The board on Thursday discussed but did not finalize a date for an election on extending the levy of 12.4 debt service tax mills as a way to generate as much as $220 million for school construction and renovations.

That vote could occur in May or even as late as June for a special election on Sept. 14 that has been proposed by Poore and his staff.

Noland suggested that time in the board's May meeting could be used to discuss specifics on how the new money could be used.

Noland, Hatter and other board members questioned how the timing and outcome of an election would be affected by the fact that the state continues to impose conditions on the district as a result of the district being in the Level 5/ intensive support category of the state's efforts to hold districts accountable for student achievement.

The school board can't file lawsuits, nor can it recognize or negotiate with an employee union or change superintendents as a result of the state restraints.
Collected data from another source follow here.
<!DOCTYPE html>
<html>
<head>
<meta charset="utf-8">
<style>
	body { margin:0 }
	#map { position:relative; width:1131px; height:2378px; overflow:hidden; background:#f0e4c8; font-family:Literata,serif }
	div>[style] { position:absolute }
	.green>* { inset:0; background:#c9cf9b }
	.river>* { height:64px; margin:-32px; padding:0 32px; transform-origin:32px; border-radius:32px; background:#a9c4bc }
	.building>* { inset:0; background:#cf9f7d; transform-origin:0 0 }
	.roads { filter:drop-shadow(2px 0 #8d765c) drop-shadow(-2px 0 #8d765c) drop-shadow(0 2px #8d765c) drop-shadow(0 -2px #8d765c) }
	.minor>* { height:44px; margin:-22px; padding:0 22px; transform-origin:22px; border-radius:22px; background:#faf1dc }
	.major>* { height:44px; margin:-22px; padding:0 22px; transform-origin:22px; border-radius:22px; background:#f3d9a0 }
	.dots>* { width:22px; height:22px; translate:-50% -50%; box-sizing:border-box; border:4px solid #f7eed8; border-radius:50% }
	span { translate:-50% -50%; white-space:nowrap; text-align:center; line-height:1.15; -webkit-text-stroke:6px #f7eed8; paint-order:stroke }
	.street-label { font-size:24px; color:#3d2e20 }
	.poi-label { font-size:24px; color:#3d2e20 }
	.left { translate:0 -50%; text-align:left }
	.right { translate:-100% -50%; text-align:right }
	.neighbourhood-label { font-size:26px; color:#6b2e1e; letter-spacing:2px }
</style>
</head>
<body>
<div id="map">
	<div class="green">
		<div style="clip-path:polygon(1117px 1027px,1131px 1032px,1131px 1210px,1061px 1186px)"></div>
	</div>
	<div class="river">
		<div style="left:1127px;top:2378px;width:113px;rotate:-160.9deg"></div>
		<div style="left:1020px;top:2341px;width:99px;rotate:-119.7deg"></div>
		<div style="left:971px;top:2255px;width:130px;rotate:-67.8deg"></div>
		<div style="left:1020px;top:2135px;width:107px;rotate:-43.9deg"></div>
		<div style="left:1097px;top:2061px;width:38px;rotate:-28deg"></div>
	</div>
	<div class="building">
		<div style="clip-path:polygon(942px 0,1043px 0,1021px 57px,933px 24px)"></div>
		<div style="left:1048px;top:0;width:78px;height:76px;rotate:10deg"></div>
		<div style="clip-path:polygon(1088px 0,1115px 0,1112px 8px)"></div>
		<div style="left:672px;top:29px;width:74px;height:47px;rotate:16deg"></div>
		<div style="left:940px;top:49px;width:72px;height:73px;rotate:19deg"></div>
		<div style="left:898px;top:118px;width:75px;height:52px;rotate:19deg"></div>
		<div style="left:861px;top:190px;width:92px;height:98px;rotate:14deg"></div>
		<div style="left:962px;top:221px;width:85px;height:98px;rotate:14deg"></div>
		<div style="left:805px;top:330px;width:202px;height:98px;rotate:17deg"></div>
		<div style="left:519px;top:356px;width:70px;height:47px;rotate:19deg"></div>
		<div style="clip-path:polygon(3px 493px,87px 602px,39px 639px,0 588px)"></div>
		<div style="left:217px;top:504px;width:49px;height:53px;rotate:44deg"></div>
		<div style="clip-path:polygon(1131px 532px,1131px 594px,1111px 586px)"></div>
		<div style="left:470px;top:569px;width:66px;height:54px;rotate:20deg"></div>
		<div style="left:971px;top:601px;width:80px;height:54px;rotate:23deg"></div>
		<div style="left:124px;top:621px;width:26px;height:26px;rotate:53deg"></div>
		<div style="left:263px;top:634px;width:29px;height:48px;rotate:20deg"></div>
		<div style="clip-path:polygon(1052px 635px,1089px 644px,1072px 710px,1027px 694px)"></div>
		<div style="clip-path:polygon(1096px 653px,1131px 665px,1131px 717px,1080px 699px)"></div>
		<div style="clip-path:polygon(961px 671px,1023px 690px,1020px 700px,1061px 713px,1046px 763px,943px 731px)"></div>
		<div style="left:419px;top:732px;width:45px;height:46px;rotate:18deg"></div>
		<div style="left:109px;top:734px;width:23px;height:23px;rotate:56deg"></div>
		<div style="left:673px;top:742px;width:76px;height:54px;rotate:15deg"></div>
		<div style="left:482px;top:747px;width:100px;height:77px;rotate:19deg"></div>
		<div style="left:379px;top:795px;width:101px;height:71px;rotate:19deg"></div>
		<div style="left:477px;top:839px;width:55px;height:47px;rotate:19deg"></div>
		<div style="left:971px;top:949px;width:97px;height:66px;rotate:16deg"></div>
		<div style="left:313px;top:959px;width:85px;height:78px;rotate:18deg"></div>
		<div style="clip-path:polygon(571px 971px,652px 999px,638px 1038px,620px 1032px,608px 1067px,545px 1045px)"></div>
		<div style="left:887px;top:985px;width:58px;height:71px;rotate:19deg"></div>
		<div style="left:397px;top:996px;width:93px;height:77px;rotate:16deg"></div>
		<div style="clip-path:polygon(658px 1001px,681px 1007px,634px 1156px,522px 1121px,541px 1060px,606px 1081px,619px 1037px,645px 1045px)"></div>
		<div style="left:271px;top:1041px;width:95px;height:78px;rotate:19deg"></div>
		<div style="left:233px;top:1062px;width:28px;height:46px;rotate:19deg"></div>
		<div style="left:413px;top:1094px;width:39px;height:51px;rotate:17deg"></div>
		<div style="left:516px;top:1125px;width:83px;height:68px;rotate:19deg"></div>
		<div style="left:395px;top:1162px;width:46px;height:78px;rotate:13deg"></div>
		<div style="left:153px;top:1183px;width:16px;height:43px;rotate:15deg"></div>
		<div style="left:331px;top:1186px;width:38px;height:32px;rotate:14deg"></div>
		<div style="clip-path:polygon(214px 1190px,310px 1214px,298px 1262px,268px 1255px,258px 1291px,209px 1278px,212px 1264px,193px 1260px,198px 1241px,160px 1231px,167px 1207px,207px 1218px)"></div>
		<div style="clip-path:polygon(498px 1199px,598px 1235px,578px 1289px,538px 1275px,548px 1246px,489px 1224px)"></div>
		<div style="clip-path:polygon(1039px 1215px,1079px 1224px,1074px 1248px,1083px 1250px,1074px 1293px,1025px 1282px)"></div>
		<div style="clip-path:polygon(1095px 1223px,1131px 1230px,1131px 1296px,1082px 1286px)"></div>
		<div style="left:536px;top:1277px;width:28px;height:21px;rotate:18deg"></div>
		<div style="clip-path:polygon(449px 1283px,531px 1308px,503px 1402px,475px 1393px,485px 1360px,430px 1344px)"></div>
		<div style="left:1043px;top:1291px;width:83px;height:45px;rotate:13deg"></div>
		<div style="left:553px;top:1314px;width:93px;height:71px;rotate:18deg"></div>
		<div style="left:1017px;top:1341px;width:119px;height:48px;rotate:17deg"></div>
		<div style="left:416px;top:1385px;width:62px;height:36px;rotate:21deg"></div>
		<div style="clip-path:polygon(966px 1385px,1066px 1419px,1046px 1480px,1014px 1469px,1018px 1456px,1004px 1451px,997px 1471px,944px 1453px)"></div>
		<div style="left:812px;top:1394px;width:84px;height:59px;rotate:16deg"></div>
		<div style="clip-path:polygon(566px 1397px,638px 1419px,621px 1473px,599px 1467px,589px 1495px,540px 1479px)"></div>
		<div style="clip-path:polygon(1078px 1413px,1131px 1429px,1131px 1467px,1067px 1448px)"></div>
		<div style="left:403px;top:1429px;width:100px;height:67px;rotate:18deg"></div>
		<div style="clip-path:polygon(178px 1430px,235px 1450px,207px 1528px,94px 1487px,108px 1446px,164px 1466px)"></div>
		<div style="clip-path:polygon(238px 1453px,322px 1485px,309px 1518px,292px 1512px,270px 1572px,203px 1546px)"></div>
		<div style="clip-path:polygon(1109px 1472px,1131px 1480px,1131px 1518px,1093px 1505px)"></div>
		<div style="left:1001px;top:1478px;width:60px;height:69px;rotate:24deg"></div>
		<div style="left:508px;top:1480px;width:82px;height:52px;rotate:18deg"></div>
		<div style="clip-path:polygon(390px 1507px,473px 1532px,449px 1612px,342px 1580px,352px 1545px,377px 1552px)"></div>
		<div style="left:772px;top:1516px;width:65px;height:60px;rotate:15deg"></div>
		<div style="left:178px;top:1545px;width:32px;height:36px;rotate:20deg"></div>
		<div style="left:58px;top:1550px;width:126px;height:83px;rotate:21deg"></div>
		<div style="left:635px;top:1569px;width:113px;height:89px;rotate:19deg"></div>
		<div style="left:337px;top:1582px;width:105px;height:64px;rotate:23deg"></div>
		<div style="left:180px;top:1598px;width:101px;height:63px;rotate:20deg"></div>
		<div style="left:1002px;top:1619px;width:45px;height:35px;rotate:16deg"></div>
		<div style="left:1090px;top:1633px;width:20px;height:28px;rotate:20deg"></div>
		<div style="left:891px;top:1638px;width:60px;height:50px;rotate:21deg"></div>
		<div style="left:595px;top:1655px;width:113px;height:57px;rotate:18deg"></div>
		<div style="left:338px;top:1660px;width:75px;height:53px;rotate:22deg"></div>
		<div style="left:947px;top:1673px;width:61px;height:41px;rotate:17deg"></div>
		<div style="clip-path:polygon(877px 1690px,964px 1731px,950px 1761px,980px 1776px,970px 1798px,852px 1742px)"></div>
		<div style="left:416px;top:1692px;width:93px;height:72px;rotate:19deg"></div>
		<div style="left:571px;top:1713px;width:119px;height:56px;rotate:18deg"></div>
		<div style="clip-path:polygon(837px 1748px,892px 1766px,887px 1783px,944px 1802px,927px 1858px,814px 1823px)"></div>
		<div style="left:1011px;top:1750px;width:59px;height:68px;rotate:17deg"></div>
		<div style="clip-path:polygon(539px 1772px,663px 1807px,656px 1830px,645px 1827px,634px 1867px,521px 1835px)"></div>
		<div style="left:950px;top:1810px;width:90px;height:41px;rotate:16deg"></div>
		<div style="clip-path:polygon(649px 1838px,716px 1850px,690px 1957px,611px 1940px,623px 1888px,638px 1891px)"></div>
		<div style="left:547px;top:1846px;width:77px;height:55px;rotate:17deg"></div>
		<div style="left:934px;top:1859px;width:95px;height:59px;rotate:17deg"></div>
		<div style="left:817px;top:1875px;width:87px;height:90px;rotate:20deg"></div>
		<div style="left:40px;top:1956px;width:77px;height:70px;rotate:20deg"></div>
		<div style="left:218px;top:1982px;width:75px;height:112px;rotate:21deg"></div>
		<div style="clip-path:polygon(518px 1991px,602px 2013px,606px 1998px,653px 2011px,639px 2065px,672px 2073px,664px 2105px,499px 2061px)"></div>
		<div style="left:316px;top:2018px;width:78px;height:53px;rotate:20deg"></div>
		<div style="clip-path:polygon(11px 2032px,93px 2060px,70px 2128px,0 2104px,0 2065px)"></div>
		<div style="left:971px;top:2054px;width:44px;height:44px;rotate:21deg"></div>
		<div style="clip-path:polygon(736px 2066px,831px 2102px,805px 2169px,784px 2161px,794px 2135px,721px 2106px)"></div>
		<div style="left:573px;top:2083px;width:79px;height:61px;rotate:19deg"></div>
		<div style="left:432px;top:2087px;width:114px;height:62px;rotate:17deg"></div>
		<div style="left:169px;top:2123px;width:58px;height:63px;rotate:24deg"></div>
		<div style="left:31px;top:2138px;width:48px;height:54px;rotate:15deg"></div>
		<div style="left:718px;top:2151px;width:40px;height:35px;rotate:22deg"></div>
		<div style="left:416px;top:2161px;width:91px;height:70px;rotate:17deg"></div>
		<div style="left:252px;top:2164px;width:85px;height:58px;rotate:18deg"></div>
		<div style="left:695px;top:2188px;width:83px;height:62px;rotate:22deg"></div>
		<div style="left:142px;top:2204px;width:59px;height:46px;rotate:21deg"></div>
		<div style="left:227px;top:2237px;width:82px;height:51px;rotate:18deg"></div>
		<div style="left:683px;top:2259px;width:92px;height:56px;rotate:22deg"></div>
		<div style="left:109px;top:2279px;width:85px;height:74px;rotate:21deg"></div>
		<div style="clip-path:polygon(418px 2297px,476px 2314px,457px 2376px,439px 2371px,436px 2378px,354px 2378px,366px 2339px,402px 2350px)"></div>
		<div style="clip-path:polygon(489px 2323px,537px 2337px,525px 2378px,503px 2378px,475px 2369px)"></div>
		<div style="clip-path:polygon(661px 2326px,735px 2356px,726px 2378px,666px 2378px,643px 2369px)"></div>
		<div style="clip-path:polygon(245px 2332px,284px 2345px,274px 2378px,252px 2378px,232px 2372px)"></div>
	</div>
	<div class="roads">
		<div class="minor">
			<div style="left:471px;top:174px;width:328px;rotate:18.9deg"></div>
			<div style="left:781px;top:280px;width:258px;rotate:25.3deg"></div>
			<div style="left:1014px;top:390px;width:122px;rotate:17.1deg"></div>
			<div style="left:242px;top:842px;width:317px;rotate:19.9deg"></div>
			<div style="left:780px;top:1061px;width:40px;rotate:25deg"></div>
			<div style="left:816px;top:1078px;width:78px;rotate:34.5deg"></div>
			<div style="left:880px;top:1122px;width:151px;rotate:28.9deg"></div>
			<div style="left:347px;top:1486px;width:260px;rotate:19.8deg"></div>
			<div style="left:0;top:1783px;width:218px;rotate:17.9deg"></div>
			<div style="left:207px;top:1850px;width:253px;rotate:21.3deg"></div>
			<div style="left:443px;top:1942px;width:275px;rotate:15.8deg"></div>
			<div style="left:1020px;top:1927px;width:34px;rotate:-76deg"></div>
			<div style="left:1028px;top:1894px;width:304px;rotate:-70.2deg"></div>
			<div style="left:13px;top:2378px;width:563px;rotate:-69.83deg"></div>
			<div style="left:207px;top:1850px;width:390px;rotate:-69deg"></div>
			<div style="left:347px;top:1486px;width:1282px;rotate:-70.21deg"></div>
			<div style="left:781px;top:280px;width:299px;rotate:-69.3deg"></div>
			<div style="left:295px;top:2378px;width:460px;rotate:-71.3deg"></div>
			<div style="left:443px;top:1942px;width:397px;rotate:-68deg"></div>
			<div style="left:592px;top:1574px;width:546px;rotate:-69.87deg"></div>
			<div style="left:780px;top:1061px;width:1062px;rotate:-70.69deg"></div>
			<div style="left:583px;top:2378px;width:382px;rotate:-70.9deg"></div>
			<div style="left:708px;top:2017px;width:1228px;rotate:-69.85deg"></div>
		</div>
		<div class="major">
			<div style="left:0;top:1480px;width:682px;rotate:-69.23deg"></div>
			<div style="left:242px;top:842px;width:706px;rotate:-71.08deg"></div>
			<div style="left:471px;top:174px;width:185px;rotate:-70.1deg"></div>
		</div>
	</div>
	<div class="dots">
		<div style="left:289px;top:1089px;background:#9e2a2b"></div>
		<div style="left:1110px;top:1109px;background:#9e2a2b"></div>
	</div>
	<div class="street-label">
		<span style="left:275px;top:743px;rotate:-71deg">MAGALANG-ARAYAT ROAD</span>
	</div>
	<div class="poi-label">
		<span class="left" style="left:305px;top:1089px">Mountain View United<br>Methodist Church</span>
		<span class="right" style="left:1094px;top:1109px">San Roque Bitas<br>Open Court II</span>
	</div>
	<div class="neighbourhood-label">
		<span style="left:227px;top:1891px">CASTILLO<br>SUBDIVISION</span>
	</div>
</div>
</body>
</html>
A proposed tax extension -- which would not increase the amount of taxes paid yearly by property owners in the district but would extend the number of years the taxes are collected -- has been defeated twice already by Little Rock voters during the time the district was under state control.

"Do we want to do this now?" Hatter asked, adding that there is a high probability voters -- "traumatized" by the state takeover of the system will reject the measure a third time.
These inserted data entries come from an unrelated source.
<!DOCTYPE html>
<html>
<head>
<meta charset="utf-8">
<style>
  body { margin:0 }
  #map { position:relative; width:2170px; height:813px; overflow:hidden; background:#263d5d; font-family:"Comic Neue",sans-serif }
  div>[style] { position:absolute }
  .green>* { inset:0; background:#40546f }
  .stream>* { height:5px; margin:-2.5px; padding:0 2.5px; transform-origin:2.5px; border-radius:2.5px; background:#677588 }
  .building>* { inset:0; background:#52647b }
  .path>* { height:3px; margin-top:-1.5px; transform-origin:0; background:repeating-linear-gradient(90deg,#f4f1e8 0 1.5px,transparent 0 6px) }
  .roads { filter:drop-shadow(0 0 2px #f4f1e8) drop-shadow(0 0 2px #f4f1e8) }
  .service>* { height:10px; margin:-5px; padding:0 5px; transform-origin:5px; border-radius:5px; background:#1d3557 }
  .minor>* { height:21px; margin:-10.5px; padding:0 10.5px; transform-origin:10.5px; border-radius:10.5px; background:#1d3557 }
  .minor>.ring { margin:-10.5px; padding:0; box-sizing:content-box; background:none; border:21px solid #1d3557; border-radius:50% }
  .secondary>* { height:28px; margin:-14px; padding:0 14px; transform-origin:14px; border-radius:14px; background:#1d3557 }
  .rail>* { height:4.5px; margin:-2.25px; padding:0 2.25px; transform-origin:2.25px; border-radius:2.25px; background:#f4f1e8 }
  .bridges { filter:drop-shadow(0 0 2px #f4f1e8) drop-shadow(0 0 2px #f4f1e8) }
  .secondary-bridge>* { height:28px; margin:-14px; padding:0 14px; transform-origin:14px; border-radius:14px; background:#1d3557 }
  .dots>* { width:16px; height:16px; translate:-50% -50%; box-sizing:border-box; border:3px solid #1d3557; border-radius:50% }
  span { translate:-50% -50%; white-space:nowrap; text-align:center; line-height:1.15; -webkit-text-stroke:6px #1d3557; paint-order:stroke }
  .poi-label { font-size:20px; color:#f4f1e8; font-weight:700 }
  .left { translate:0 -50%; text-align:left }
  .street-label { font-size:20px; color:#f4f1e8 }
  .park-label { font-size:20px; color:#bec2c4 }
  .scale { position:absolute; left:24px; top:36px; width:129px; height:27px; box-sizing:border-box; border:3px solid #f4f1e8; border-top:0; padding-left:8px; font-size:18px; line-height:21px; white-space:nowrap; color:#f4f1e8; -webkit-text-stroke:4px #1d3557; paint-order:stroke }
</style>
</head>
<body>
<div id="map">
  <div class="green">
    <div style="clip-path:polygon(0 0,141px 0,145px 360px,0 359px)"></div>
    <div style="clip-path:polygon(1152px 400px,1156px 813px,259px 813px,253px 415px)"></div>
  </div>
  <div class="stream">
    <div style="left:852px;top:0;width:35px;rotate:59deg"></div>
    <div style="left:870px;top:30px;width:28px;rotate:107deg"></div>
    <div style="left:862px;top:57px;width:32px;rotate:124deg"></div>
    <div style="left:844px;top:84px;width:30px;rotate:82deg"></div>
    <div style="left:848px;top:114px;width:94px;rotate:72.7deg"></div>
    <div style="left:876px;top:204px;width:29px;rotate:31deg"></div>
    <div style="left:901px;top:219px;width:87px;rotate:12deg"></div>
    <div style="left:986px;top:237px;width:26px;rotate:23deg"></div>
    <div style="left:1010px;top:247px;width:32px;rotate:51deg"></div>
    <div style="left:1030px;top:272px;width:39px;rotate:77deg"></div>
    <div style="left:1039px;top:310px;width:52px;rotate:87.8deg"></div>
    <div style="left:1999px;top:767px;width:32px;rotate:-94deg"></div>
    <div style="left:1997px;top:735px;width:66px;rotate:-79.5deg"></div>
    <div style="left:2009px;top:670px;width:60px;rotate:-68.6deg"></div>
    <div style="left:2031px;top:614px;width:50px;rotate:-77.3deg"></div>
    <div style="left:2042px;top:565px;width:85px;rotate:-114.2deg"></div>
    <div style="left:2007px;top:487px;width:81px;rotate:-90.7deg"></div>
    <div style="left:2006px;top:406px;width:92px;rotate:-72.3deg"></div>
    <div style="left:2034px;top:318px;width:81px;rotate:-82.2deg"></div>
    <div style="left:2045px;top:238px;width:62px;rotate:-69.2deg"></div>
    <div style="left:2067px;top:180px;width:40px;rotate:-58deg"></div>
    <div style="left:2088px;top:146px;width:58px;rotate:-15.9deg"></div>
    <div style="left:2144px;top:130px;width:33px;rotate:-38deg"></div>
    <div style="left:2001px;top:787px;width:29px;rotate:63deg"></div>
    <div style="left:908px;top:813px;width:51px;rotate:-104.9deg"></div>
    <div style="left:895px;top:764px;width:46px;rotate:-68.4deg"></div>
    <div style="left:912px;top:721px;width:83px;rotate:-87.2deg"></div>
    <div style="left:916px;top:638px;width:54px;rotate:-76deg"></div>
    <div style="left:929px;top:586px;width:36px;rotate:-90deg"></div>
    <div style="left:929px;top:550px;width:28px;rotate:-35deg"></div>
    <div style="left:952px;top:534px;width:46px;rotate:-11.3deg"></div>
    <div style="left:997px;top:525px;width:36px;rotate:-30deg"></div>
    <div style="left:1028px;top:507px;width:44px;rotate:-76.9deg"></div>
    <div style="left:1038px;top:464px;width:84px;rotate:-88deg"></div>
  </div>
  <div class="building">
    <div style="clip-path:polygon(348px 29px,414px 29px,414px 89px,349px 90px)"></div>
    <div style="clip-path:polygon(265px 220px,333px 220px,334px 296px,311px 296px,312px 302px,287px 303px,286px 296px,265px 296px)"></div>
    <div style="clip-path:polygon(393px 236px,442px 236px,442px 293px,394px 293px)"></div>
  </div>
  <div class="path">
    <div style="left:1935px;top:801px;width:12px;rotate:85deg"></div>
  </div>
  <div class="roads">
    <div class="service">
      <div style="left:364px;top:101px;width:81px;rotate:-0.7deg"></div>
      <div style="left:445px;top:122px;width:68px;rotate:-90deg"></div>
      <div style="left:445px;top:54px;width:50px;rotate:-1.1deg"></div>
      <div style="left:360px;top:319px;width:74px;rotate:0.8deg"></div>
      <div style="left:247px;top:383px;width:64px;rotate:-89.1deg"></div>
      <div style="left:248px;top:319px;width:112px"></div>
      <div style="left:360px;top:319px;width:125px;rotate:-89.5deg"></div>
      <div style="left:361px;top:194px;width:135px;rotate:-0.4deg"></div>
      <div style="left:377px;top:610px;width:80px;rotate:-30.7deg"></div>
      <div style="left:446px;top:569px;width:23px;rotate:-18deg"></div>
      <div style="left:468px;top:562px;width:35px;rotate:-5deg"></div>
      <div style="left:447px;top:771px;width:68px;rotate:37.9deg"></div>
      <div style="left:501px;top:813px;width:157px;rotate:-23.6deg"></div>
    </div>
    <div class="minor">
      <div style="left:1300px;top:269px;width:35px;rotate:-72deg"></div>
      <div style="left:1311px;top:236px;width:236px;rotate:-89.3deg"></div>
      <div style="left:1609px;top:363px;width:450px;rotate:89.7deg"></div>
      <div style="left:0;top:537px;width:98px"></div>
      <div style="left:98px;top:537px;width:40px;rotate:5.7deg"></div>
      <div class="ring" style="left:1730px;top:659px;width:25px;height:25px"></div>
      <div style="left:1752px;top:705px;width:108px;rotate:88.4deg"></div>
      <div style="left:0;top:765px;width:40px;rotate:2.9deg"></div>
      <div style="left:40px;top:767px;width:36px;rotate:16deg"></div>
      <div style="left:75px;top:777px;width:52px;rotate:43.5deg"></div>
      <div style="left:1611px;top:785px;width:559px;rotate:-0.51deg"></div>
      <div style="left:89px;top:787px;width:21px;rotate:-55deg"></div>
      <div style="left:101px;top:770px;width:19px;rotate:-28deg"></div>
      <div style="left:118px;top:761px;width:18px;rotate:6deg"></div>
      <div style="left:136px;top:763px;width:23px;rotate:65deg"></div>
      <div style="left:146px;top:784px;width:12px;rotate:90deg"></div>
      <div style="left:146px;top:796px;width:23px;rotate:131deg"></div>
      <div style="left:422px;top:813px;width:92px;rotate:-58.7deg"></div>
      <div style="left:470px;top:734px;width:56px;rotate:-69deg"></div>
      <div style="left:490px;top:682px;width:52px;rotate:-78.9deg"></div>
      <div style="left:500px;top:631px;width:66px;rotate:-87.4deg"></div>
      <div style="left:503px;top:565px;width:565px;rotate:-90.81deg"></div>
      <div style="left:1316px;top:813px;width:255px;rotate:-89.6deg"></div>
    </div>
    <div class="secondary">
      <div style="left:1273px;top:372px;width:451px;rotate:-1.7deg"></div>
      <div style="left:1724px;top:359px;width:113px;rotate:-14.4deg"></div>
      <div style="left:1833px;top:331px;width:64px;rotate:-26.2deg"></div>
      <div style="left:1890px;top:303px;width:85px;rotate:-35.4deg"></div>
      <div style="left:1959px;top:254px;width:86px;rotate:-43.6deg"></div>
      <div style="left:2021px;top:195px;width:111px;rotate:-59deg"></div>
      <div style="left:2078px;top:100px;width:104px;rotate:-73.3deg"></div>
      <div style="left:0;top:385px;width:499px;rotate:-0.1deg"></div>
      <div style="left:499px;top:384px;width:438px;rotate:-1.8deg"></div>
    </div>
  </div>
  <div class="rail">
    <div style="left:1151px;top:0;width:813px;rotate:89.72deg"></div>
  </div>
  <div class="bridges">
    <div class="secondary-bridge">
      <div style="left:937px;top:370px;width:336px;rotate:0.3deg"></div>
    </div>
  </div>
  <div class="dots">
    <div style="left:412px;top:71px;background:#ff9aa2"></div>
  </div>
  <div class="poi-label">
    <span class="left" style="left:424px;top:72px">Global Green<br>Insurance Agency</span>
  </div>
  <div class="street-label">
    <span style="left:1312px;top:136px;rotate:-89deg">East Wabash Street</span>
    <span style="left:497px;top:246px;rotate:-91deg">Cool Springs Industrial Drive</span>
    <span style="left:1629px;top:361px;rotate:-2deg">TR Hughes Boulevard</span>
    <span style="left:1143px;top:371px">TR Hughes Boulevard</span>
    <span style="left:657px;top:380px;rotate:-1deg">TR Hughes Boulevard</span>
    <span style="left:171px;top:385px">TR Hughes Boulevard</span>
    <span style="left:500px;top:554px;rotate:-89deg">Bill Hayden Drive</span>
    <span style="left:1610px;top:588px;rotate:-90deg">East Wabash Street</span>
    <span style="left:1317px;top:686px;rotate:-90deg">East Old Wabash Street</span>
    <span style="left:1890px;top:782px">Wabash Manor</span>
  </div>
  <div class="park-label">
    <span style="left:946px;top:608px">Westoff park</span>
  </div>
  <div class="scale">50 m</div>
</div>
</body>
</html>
The state has created an exit plan for the district that calls for the district to show that it is carrying out a literacy instruction program, using professional learning communities of teachers to promote student achievement, keeping up facilities and operating with a budget that does not require dipping into reserves.

Kelsey Bailey, the district's chief financial officer, told the board that a millage extension to support facilities will keep the district from having to make budget cuts, the savings of which would have to be used to replace old roofs at six or seven schools. The district is also obligated by a settlement in a federal lawsuit to replace Cloverdale Middle School with a building constructed on the site of the now vacant McClellan School.

COMMUNITY SCHOOLS

Also Thursday, Hatter told her Board colleagues that she intends to establish a committee of board members and others to oversee the development of the community school features at four Little Rock schools and possibly additional schools.

Darian Smith of the district and Jay Barth of the city of Little Rock reported to the Board on the grants received and the programs initiated at the community schools.

Noland asked that an overarching memorandum of understanding about the community schools be prepared between the district and the city.

CORRECTION: Greg Adams is the Little Rock School Board member who made a motion late Thursday to decline to rehear or reconsider the suspensions without pay for teachers who refused to conduct a day of in-person class instruction in September. An earlier version of this story omitted Adams’ first name.